Does Ownership Matter? An Overview of Systematic Reviews of the Performance of Private For-Profit, Private Not-For-Profit and Public Healthcare Providers - "The aim of this article was to provide an overview of what is known about the effects on economic, administrative and health related outcomes of different types of ownership of healthcare providers -namely public, private non-for-profit (PNFP) and private for-profit (PFP)... When comparing PNFP and public providers, as well as for PFP and public providers, no clear differences were found... PFP providers seem to have worst results than their PNFP counterparts"
So much for private is always superior to public, and so much for market incentives meaning the product will always be better (i.e. Private For Profit providers being the worst)

Phantoms In The Snow: Canadians’ Use Of Health Care Services In The United States - "To examine the extent to which Canadian residents seek medical care across the border, we collected data about Canadians’ use of services from ambulatory care facilities and hospitals located in Michigan, New York State, and Washington State during 1994–1998. We also collected information from several Canadian sources, including the 1996 National Population Health Survey, the provincial Ministries of Health, and the Canadian Life and Health Insurance Association. Results from these sources do not support the widespread perception that Canadian residents seek care extensively in the United States. Indeed, the numbers found are so small as to be barely detectible relative to the use of care by Canadians at home."

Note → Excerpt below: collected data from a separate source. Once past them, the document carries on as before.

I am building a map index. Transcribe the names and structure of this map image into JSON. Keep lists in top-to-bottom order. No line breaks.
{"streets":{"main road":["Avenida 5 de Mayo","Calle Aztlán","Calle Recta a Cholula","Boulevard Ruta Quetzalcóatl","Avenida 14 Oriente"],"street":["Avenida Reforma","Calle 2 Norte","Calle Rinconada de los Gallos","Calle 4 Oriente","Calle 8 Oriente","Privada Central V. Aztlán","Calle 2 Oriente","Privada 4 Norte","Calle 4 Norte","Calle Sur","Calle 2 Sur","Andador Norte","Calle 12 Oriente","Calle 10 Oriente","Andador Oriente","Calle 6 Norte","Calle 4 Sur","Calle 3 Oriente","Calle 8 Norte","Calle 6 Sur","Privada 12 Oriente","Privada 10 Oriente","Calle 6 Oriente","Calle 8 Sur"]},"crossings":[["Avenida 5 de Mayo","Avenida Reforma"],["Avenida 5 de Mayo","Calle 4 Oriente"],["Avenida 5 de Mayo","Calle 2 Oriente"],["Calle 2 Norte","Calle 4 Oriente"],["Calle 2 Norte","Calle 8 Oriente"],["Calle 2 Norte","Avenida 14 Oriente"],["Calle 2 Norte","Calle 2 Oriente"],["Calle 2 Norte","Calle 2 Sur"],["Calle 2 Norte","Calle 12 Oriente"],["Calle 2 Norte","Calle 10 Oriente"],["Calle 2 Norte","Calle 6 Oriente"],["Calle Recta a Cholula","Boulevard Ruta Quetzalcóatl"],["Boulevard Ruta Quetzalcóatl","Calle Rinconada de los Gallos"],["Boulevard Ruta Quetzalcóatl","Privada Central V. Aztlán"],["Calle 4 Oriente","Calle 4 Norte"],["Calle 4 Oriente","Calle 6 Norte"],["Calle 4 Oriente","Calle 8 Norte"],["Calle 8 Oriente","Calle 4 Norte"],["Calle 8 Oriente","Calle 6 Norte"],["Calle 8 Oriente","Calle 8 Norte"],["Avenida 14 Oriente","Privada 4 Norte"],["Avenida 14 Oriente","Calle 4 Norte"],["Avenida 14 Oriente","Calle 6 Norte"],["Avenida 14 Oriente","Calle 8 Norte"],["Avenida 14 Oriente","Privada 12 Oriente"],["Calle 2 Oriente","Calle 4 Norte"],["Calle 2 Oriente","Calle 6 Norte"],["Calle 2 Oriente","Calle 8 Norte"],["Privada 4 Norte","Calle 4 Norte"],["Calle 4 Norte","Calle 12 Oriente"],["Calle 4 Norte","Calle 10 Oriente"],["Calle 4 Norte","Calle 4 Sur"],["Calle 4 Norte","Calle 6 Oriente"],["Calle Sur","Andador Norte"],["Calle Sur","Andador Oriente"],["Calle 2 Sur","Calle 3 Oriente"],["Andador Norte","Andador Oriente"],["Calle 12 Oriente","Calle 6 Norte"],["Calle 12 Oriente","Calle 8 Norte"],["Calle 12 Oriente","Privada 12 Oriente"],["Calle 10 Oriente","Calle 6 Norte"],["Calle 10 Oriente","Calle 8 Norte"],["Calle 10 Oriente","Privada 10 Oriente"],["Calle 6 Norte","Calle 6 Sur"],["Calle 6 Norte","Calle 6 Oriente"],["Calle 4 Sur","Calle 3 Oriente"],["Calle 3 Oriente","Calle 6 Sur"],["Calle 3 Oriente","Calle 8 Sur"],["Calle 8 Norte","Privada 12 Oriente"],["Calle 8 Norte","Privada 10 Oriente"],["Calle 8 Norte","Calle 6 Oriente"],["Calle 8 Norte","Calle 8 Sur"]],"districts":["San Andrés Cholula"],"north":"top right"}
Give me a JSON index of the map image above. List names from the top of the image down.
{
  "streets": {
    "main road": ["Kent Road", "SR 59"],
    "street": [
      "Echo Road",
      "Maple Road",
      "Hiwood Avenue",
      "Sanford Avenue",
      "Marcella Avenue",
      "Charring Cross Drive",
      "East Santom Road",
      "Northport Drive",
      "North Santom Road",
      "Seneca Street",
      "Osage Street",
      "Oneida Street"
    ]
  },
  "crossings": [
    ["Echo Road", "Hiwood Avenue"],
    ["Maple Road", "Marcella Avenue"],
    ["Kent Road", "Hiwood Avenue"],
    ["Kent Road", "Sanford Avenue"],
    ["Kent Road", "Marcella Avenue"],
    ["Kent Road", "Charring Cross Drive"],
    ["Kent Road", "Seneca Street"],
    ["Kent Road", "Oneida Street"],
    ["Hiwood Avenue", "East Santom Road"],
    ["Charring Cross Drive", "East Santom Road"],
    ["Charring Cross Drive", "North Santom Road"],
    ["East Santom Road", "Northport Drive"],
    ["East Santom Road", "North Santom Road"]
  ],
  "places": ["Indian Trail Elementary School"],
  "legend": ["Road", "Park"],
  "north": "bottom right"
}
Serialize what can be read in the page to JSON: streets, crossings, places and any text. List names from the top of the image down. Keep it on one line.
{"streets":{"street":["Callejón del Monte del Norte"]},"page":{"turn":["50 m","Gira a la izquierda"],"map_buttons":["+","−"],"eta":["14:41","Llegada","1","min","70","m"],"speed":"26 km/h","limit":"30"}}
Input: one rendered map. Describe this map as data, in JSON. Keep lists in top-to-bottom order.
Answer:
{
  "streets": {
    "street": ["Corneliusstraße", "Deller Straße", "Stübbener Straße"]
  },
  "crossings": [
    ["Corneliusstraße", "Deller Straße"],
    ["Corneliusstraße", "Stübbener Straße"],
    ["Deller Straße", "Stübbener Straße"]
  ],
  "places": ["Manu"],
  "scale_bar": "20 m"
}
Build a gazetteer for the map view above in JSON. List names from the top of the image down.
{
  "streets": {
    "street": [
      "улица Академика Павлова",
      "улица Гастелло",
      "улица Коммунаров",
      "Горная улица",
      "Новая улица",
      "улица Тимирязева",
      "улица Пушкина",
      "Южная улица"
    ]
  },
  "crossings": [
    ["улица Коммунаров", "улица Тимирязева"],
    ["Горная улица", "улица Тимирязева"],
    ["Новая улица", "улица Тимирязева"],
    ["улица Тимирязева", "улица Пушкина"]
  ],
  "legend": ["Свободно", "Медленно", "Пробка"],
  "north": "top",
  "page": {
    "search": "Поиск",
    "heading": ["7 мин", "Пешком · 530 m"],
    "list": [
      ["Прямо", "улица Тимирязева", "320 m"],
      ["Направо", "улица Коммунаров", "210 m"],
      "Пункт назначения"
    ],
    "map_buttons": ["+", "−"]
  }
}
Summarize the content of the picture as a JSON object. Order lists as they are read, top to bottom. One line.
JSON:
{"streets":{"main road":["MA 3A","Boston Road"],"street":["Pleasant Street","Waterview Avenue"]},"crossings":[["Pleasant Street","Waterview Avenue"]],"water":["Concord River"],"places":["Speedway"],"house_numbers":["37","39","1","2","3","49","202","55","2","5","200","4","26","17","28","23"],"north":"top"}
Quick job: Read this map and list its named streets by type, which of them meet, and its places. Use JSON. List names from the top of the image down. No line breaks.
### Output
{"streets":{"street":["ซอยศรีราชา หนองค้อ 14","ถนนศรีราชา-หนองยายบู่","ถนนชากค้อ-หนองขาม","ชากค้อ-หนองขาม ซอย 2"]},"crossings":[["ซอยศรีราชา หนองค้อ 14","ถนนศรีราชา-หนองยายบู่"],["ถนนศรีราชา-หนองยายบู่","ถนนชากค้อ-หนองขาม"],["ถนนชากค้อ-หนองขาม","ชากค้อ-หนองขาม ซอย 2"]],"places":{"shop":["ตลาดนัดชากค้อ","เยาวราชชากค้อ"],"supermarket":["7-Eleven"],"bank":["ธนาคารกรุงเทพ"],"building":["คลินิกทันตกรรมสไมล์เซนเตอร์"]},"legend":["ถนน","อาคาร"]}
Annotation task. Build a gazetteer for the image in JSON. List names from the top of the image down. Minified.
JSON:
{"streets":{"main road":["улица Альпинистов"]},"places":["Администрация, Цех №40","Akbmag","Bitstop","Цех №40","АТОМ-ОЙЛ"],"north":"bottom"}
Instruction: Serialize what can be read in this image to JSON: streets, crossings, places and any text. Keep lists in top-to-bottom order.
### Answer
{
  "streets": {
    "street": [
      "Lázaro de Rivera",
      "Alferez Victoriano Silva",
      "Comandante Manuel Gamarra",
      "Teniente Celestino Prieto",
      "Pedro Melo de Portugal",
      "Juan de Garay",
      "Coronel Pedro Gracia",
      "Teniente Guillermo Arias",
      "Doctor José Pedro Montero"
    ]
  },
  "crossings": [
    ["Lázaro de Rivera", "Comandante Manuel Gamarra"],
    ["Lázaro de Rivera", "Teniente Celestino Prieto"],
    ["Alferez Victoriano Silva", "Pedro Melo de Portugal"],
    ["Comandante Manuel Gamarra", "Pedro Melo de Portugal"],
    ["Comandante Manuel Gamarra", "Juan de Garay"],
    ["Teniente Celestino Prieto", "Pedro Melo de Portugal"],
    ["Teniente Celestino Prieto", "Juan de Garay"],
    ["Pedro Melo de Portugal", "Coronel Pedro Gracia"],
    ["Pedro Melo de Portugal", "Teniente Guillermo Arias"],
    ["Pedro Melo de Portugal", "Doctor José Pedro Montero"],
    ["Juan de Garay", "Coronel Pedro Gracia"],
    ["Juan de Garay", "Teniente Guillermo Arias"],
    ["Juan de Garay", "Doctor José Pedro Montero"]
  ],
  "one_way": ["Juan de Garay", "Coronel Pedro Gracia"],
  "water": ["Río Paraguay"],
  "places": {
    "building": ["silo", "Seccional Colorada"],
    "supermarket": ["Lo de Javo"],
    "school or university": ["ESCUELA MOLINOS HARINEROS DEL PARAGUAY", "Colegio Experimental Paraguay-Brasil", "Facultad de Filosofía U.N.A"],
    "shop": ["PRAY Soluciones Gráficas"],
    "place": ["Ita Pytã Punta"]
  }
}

5 Myths About Canadian Health Care - "Myth #5: Canada rations health care; the United States doesn’t.
This one’s a little bit tricky. The truth is, Canada may “ration” by making people wait for some things, but here in the United States we also “ration” — by cost. An 11-country survey carried out in 2010 by the Commonwealth Fund, a Washington-based health policy foundation, found that adults in the United States are by far the most likely to go without care because of cost. In fact, 42 percent of the Americans surveyed did not express confidence that they would be able to afford health care if seriously ill.Source: “How Health Insurance Design Affects Access to Care and Costs, by Income, in Eleven Countries,” Health Affairs, November 2010.Further, about a third of the Americans surveyed reported that, in the preceding year, they didn’t go to the doctor when sick, didn’t get recommended care when needed, didn’t fill a prescription or skipped doses of medications because of cost.Finally, about one in five of the Americans surveyed had struggled to pay or were unable to pay their medical bills in the preceding year. That was more than twice the percentage found in any of the other 10 countries.And remember: We’re spending way more on health care than any other country, and for all that money we’re getting at best middling results."
Not to mention the top cause of bankruptcy in the US is healthcare costs

Comparative Performance of Private and Public Healthcare Systems in Low- and Middle-Income Countries: A Systematic Review - "providers in the private sector more frequently violated medical standards of practice and had poorer patient outcomes, but had greater reported timeliness and hospitality to patients. Reported efficiency tended to be lower in the private than in the public sector, resulting in part from perverse incentives for unnecessary testing and treatment. Public sector services experienced more limited availability of equipment, medications, and trained healthcare workers."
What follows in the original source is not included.